Pour les 650 milliards d'euros restants du plan de "réarmement de l'Europe" de 800 milliards d'euros, les États membres seront libres d'importer de n'importe quel pays.
Les dépenses de défense ne devraient inclure que... la défense
L'Union européenne tente de donner à ses États membres une plus grande marge de manœuvre budgétaire pour augmenter les dépenses de défense, mais ils doivent d'abord se mettre d'accord sur ce qui est considéré comme des dépenses de défense.
Jusqu'à présent, la définition a été très étroite, se référant principalement aux chars, aux avions et aux canons, et excluant, par exemple, les coûts de formation, d'embauche et de paiement des équipages.
Ces dernières semaines, des pays comme l'Espagne et l'Italie ont fait valoir que la définition devrait être élargie pour inclure les dépenses liées à la lutte contre le terrorisme, au changement climatique et à d'autres investissements en matière de sécurité.
"Les menaces qui pèsent sur l'Europe du Sud sont quelque peu différentes de celles qui pèsent sur l'Europe de l'Est. Dans notre cas, elles sont liées à la cybersécurité, aux menaces hybrides : ce que nous devons faire, c'est améliorer nos capacités de cybersécurité, nos efforts de lutte contre le terrorisme, la sécurité en Méditerranée, les connexions satellitaires, l'informatique quantique, l'IA, et leurs implications pour la sécurité nationale ", a déclaré le Premier ministre espagnol la semaine dernière à Bruxelles.
Le commissaire à la défense a estimé qu'il était effectivement nécessaire de consacrer des dépenses supplémentaires à la préparation, au changement climatique et ainsi de suite, mais que cela devait se faire séparément des dépenses de défense.
"Nous devons lutter contre le changement climatique. Nous devons lutter pour la protection sociale, des choses qui sont également très importantes, mais faisons-le dossier après dossier. La défense est la défense", a déclaré Andrius Kubilius.

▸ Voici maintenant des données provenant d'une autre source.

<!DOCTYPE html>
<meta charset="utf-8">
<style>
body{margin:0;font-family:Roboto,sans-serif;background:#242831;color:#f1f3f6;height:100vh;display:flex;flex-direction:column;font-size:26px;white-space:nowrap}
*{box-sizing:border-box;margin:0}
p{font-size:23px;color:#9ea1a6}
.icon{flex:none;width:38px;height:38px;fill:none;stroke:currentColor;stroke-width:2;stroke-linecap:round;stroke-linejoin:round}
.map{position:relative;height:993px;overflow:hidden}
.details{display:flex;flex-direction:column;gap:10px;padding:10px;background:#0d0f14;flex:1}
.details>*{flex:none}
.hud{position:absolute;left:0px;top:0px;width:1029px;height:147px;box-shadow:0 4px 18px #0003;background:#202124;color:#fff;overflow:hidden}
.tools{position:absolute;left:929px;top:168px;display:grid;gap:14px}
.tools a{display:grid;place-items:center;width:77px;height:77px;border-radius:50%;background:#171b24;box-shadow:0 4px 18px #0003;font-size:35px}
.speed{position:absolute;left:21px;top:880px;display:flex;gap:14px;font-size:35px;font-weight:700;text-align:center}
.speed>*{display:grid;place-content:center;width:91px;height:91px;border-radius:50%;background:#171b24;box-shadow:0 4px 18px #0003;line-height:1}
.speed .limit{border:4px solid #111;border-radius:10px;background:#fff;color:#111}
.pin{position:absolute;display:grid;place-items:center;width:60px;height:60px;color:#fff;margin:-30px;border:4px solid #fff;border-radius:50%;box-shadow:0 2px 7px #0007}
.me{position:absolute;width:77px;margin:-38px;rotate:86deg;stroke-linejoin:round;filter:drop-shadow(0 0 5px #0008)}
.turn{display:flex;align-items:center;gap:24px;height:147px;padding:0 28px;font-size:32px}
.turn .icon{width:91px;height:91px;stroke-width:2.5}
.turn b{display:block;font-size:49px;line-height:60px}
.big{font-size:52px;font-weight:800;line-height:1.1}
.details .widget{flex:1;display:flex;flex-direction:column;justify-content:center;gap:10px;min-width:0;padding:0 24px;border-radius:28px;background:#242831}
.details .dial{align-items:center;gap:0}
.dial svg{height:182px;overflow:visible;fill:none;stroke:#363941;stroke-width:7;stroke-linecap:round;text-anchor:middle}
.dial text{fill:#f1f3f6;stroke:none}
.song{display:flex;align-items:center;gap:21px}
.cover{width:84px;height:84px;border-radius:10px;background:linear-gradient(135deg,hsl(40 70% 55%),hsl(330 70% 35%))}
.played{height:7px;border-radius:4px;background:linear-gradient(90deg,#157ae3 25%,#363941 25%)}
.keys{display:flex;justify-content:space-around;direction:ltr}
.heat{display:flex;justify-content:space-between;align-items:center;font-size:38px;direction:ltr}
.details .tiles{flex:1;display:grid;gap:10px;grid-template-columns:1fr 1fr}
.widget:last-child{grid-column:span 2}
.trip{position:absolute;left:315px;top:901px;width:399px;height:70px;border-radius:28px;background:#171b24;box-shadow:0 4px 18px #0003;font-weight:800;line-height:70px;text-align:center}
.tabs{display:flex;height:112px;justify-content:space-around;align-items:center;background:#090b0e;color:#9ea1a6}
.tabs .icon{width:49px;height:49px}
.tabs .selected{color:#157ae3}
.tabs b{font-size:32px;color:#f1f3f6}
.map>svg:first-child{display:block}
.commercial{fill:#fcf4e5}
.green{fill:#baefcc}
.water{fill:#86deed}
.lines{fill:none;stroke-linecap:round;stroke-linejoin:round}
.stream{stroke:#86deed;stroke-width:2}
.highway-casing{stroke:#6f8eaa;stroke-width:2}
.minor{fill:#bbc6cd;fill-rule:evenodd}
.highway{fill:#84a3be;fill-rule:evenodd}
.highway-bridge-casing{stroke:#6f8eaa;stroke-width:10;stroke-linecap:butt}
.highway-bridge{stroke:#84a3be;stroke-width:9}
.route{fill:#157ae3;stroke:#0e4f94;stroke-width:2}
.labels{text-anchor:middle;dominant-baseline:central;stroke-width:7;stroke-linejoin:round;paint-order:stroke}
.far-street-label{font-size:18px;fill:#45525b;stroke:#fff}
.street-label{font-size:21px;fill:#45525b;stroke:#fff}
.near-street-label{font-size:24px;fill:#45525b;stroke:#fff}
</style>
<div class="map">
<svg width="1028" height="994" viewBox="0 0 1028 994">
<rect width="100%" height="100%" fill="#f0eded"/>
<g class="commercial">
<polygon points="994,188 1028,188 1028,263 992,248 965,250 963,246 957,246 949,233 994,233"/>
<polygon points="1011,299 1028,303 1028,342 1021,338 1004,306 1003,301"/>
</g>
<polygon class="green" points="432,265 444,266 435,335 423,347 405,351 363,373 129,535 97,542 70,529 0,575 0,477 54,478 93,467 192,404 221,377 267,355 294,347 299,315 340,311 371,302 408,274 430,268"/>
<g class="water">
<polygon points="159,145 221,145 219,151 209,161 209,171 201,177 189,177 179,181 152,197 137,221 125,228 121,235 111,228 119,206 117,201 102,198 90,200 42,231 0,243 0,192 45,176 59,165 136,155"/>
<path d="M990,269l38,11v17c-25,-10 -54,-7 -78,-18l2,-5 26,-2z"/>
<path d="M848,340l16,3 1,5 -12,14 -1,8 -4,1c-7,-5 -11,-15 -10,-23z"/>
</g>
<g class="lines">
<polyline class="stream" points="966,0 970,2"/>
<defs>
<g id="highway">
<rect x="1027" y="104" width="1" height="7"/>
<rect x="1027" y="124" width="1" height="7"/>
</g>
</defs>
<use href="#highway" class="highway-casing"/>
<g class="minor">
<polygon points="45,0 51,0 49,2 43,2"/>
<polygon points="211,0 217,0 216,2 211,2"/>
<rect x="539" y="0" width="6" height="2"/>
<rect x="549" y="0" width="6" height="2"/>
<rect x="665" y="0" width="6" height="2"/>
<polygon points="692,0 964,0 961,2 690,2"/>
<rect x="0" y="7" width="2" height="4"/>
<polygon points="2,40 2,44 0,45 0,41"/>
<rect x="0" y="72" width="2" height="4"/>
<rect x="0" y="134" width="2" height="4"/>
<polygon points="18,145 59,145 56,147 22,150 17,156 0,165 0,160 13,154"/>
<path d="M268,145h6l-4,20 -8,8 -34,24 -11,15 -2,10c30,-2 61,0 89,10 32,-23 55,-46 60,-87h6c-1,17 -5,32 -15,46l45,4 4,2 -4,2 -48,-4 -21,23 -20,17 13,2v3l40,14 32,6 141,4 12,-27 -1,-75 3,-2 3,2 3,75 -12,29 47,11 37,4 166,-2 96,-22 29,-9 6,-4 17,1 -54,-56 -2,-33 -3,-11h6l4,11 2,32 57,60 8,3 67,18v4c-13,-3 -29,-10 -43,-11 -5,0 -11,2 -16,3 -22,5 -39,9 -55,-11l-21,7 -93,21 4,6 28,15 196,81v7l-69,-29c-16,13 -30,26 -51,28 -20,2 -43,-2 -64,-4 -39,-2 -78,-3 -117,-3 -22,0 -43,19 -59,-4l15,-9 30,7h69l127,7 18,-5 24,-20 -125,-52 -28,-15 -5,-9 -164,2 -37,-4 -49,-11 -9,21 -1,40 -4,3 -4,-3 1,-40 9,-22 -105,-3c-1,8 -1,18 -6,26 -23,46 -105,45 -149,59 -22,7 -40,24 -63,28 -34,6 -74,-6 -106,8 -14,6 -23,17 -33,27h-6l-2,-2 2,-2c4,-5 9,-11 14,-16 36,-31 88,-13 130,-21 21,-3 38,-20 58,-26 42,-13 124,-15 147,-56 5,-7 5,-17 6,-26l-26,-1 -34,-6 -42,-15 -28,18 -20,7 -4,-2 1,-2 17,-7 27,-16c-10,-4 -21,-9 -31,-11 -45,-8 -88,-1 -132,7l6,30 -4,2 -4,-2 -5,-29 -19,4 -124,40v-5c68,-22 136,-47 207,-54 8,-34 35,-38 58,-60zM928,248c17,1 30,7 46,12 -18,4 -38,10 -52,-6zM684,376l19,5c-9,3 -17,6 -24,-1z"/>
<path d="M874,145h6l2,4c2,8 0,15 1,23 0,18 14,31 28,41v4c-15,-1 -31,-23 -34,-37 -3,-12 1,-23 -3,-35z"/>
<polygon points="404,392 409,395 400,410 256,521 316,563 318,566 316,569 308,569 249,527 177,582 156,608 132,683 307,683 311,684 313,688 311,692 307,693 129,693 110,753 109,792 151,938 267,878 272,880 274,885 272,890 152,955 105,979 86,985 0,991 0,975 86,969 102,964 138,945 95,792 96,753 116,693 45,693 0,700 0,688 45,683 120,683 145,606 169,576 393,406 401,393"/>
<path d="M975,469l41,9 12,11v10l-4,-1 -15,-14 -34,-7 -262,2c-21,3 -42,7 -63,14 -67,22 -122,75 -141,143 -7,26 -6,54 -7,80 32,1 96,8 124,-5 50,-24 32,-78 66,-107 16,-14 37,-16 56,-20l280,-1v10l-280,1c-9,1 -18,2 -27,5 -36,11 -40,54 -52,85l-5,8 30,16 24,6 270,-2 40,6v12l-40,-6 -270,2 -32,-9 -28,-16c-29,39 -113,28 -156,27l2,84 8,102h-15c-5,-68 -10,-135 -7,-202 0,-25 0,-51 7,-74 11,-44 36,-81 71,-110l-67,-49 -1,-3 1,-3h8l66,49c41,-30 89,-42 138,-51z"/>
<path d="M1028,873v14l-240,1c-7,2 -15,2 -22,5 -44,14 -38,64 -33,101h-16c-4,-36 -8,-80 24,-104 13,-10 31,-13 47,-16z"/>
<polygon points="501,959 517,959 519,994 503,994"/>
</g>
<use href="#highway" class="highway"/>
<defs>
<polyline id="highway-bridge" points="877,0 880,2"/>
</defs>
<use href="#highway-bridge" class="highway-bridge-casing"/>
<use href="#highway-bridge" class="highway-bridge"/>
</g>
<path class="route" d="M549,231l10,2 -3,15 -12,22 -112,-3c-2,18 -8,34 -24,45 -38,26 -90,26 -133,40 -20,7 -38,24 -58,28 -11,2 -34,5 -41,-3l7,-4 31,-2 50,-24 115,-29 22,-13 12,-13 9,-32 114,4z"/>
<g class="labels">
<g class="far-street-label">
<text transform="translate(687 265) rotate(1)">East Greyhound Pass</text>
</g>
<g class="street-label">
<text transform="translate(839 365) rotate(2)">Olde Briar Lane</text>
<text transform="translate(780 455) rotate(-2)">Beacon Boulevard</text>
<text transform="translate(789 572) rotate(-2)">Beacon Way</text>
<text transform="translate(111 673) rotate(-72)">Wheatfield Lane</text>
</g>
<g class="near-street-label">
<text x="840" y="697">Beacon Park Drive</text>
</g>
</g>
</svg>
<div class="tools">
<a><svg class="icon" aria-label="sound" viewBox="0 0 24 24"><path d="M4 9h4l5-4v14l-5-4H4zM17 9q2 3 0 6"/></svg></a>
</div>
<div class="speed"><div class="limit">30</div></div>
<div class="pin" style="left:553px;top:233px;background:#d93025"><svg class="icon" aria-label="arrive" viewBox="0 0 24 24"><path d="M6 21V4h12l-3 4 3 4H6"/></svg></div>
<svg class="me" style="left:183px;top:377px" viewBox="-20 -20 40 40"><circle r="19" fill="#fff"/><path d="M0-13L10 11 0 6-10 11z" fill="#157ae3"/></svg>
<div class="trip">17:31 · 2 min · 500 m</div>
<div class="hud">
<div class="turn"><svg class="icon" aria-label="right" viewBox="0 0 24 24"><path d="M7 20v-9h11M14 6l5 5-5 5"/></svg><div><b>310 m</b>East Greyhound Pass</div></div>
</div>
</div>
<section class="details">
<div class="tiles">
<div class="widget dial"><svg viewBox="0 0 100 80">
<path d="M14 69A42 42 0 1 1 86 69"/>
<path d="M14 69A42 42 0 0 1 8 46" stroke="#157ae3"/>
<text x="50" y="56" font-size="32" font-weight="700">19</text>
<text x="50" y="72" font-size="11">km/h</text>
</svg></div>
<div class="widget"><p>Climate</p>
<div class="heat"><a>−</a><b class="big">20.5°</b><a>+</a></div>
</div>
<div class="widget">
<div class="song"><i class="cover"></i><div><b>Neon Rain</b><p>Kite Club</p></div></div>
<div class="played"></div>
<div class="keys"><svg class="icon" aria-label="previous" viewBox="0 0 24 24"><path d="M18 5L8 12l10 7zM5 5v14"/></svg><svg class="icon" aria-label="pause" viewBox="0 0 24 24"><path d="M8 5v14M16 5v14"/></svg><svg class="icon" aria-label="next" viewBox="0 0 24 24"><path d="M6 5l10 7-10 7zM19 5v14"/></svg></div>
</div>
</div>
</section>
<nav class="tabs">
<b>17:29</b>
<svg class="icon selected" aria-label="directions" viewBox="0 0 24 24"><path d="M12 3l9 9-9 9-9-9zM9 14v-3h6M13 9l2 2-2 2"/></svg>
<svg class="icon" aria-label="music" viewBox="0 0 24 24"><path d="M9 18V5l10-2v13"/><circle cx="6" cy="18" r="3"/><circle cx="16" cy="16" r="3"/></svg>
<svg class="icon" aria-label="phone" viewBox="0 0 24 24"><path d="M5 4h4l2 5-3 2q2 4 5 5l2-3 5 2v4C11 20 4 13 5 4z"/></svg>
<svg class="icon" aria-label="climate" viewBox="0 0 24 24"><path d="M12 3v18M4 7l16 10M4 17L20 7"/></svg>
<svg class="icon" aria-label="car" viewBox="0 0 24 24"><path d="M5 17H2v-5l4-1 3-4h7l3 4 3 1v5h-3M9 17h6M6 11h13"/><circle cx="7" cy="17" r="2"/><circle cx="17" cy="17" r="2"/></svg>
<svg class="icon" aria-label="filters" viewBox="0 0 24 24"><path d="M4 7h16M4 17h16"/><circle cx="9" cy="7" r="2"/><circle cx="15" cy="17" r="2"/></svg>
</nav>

Selon les évaluations de l'OTAN et de plusieurs autres pays de l'UE, la Russie sera prête à attaquer l'un des États membres d'ici trois à dix ans.
La Russie produit actuellement beaucoup plus que l'Europe, la production de défense russe pour la seule année 2024 étant estimée à 1 550 chars, 5 700 véhicules blindés et 450 pièces d'artillerie de tous types.
"Dans une vraie logique de dissuasion, nous devons produire de vraies armes, mais encore une fois, cela ne devrait pas être considéré comme une sorte de compétition avec nos autres tâches", a-t-il conclu.